The majority of prompts in the analysis came from technology, business services, finance, and industrial sectors - exactly the markets where buying decisions are complex, trust-driven, and heavily researched.

AI doesn't just link to LinkedIn. It echoes it.

This is the part most businesses miss. AI responses tend to mirror the meaning of original LinkedIn content, with semantic similarity scores between 0.57 and 0.60. By comparison, AI paraphrases Reddit and Quora content far more heavily.

What that means practically is the language you use on LinkedIn - how you describe your expertise, your positioning, your results - is more likely to be reproduced accurately in AI answers. Your words, not a garbled version of them.

That's a significant opportunity but does require content that is clear and concise to tell your brand story.

What the AI actually picks up - and what it ignores

Not all LinkedIn content is equal. The research is clear on what gets cited:

  • Long-form articles. Articles of 500-2,000 words are cited most frequently. The sweet spot isn't exhaustive - it's focused and thorough.

  • Mid-length posts. Mid-length posts of 50-299 words account for the largest share of cited feed posts.

  • Original content. Approximately 95% of cited posts are original. Reshares barely register at 5%. Your own voice does the work - sharing other people's content doesn't build your visibility.

  • Knowledge and advice-driven posts. Well over half of cited LinkedIn content is knowledge or advice-driven. For Google AI Mode, this makes up almost two-thirds of citations. AI tools act like good editors - they surface genuinely useful content, not promotional noise.

  • Consistent posting over viral moments. Around three-quarters of cited LinkedIn post authors posted more than five times in the previous four weeks. The median cited post has just 15-25 reactions and no more than one comment. This isn't a popularity contest. It's a relevance contest.

Both your company page and your people matter

Here's where it gets interesting for companies with multiple experts and voices.

  • Company Pages dominate on Perplexity, accounting for 59% of its LinkedIn citations.

  • On ChatGPT Search and Google AI Mode, individual members make up 59% of citations on each.

The practical implication: you can't rely on one or the other. A strong company presence combined with active individual voices - your directors, technical leads, senior managers - gives you coverage across all three major AI platforms.

If your senior people aren't publishing on LinkedIn, that's visibility left on the table.

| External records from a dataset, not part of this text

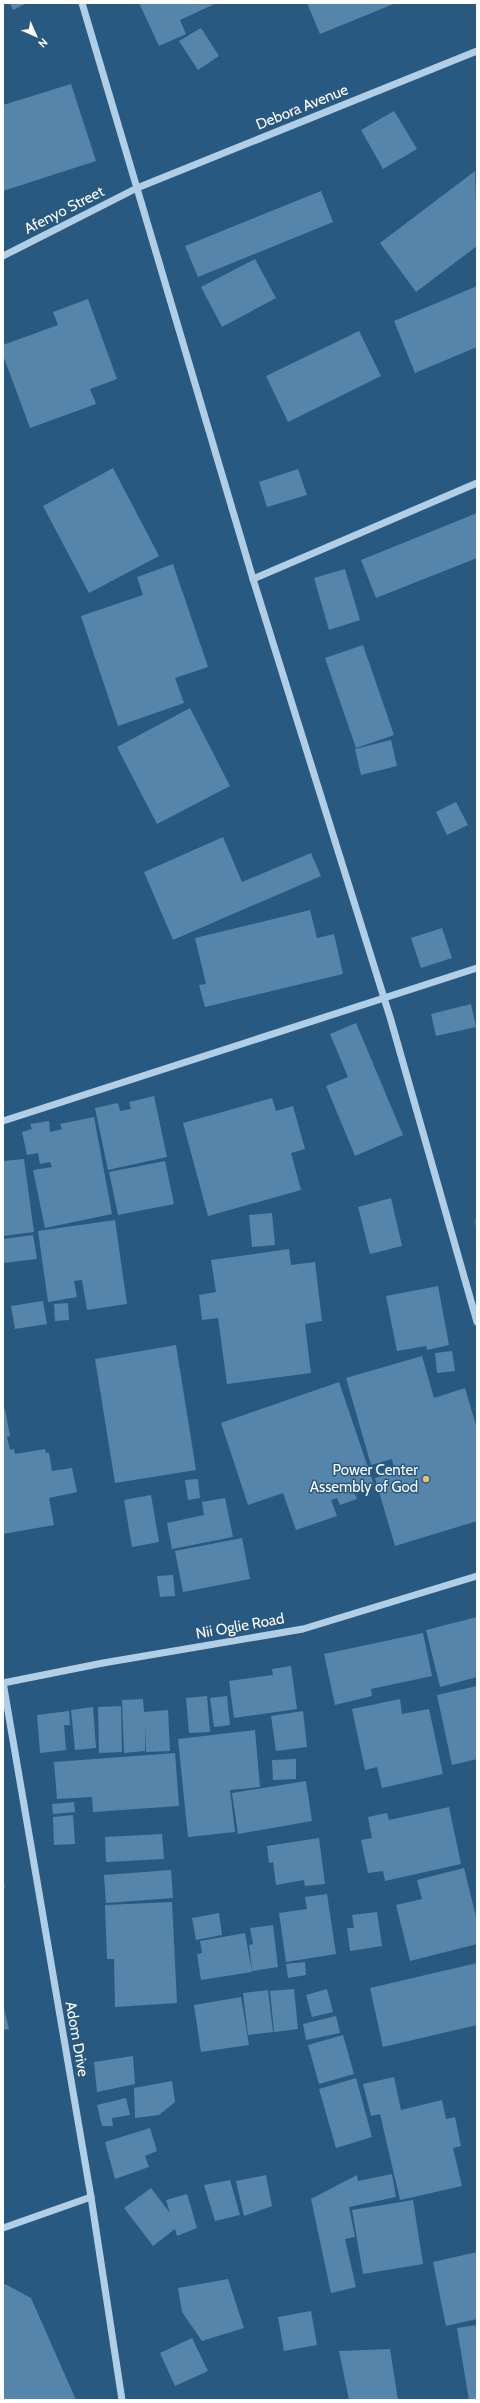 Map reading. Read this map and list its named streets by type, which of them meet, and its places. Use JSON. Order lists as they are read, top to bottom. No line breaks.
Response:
{"streets":{"street":["Debora Avenue","Afenyo Street","Nii Oglie Road","Adom Drive"]},"crossings":[["Debora Avenue","Afenyo Street"],["Nii Oglie Road","Adom Drive"]],"places":["Power Center Assembly of God"],"north":"bottom right"} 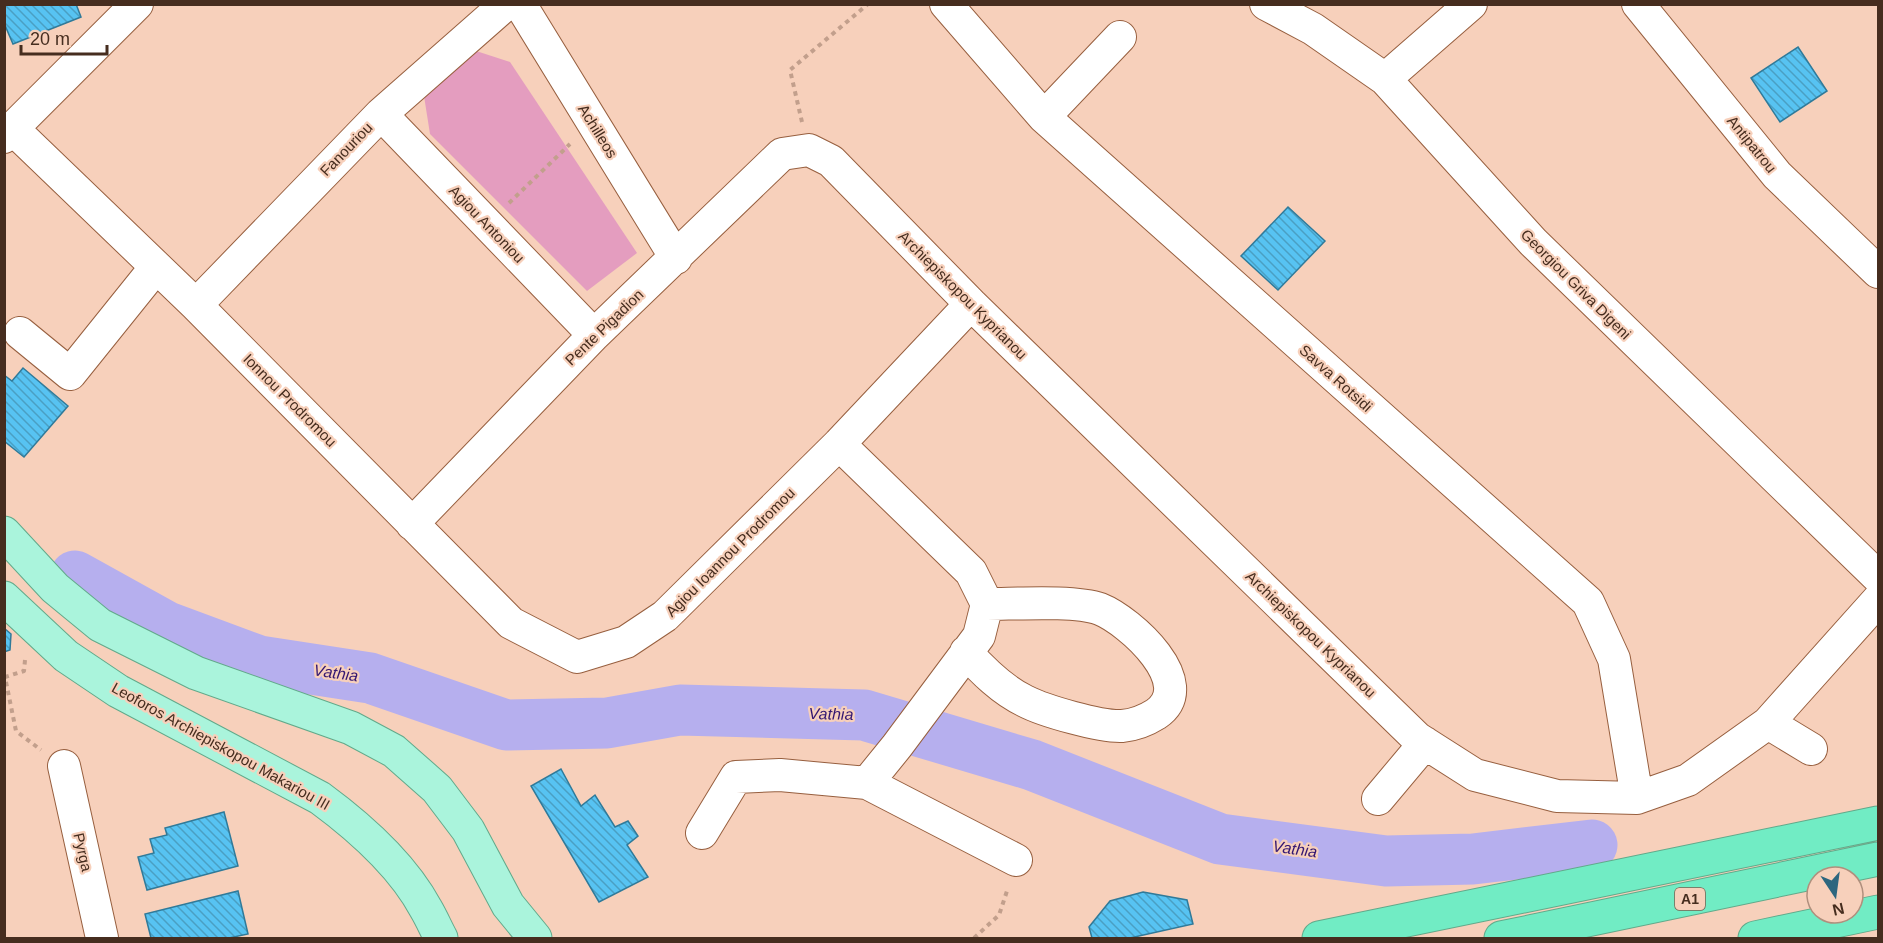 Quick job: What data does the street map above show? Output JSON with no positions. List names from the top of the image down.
{
  "streets": {
    "highway": ["A1"],
    "main road": ["Leoforos Archiepiskopou Makariou III"],
    "street": [
      "Achilleos",
      "Antipatrou",
      "Fanouriou",
      "Agiou Antoniou",
      "Georgiou Griva Digeni",
      "Archiepiskopou Kyprianou",
      "Pente Pigadion",
      "Savva Rotsidi",
      "Ionnou Prodromou",
      "Agiou Ioannou Prodromou",
      "Pyrga"
    ]
  },
  "crossings": [
    ["Achilleos", "Pente Pigadion"],
    ["Fanouriou", "Agiou Antoniou"],
    ["Fanouriou", "Ionnou Prodromou"],
    ["Agiou Antoniou", "Pente Pigadion"],
    ["Archiepiskopou Kyprianou", "Pente Pigadion"],
    ["Archiepiskopou Kyprianou", "Savva Rotsidi"],
    ["Archiepiskopou Kyprianou", "Agiou Ioannou Prodromou"],
    ["Pente Pigadion", "Ionnou Prodromou"],
    ["Ionnou Prodromou", "Agiou Ioannou Prodromou"]
  ],
  "water": ["Vathia"],
  "scale_bar": "20 m",
  "north": "bottom"
} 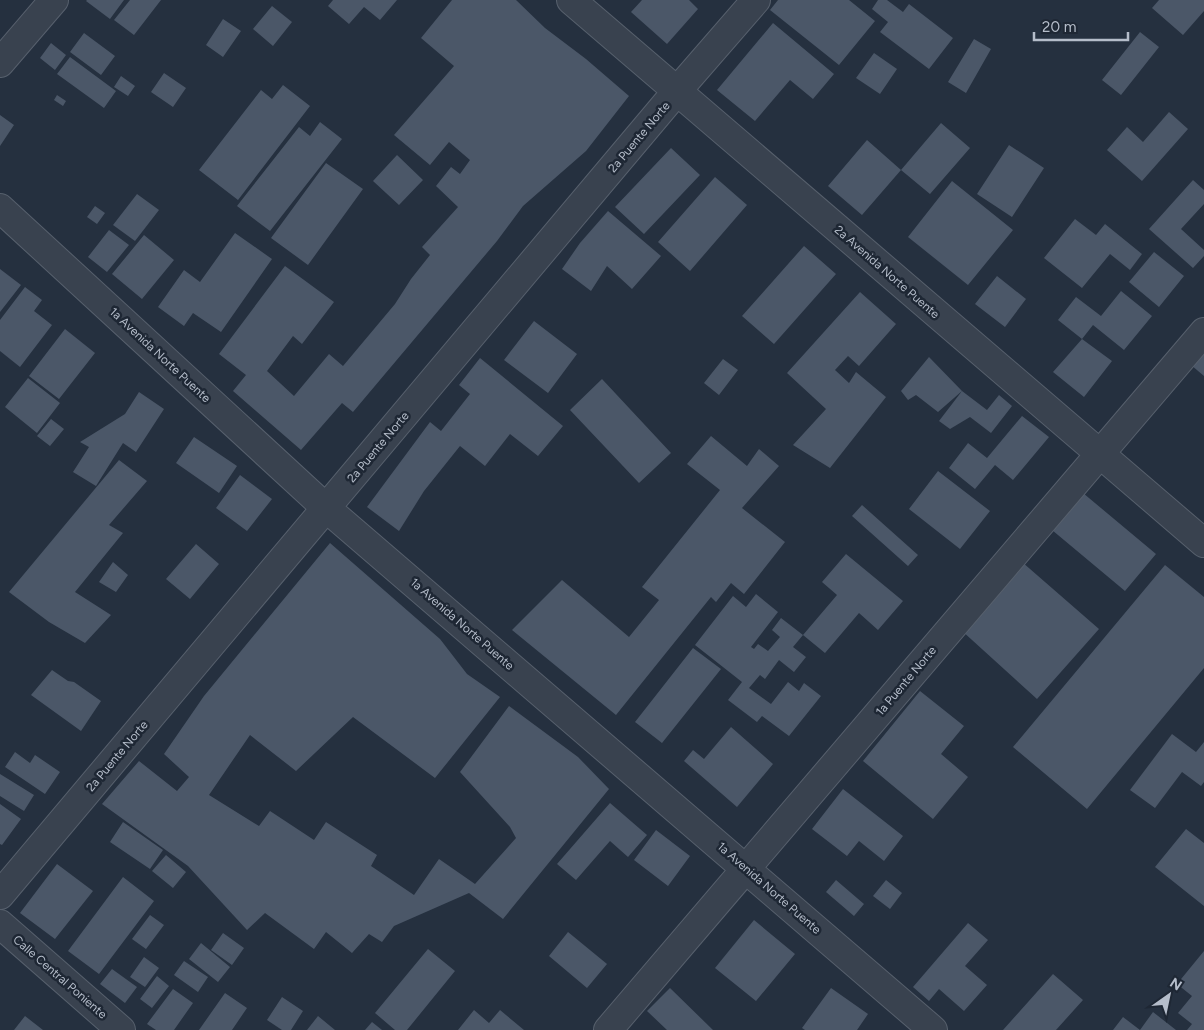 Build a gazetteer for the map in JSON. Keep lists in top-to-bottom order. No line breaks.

Not just in front of human audiences - in front of AI that's shaping how your business gets described to prospective clients.

What to actually do about it

The good news: you don't need to go viral, build a massive following, or produce content every day. The research points to something more achievable:

  • Publish consistently. Aim for posting across key individuals in your business. Consistent beats occasional every time.

  • Write to answer questions. What are your clients searching for? What do they genuinely need to know? Structure your content around those questions - clear headline, direct answer, practical context.

  • Build out your long-form presence. LinkedIn articles (500-2,000 words) are disproportionately cited in AI search. If your firm has expertise worth sharing, it belongs in article format - not just a post.

  • Make your positioning explicit. Don't hide your expertise in vague language. State your core message clearly in the first few lines, use precise and consistent terminology for your category, and avoid positioning that could be misrepresented when paraphrased. AI doesn't infer - it picks up what's clearly stated.

  • Don't ignore your Company Page. Keep it current. Publish regularly. Treat it as a content hub, not a static profile.

LinkedIn visibility in AI search rewards exactly the same things that have always built strong professional reputations: real expertise, shared generously and consistently.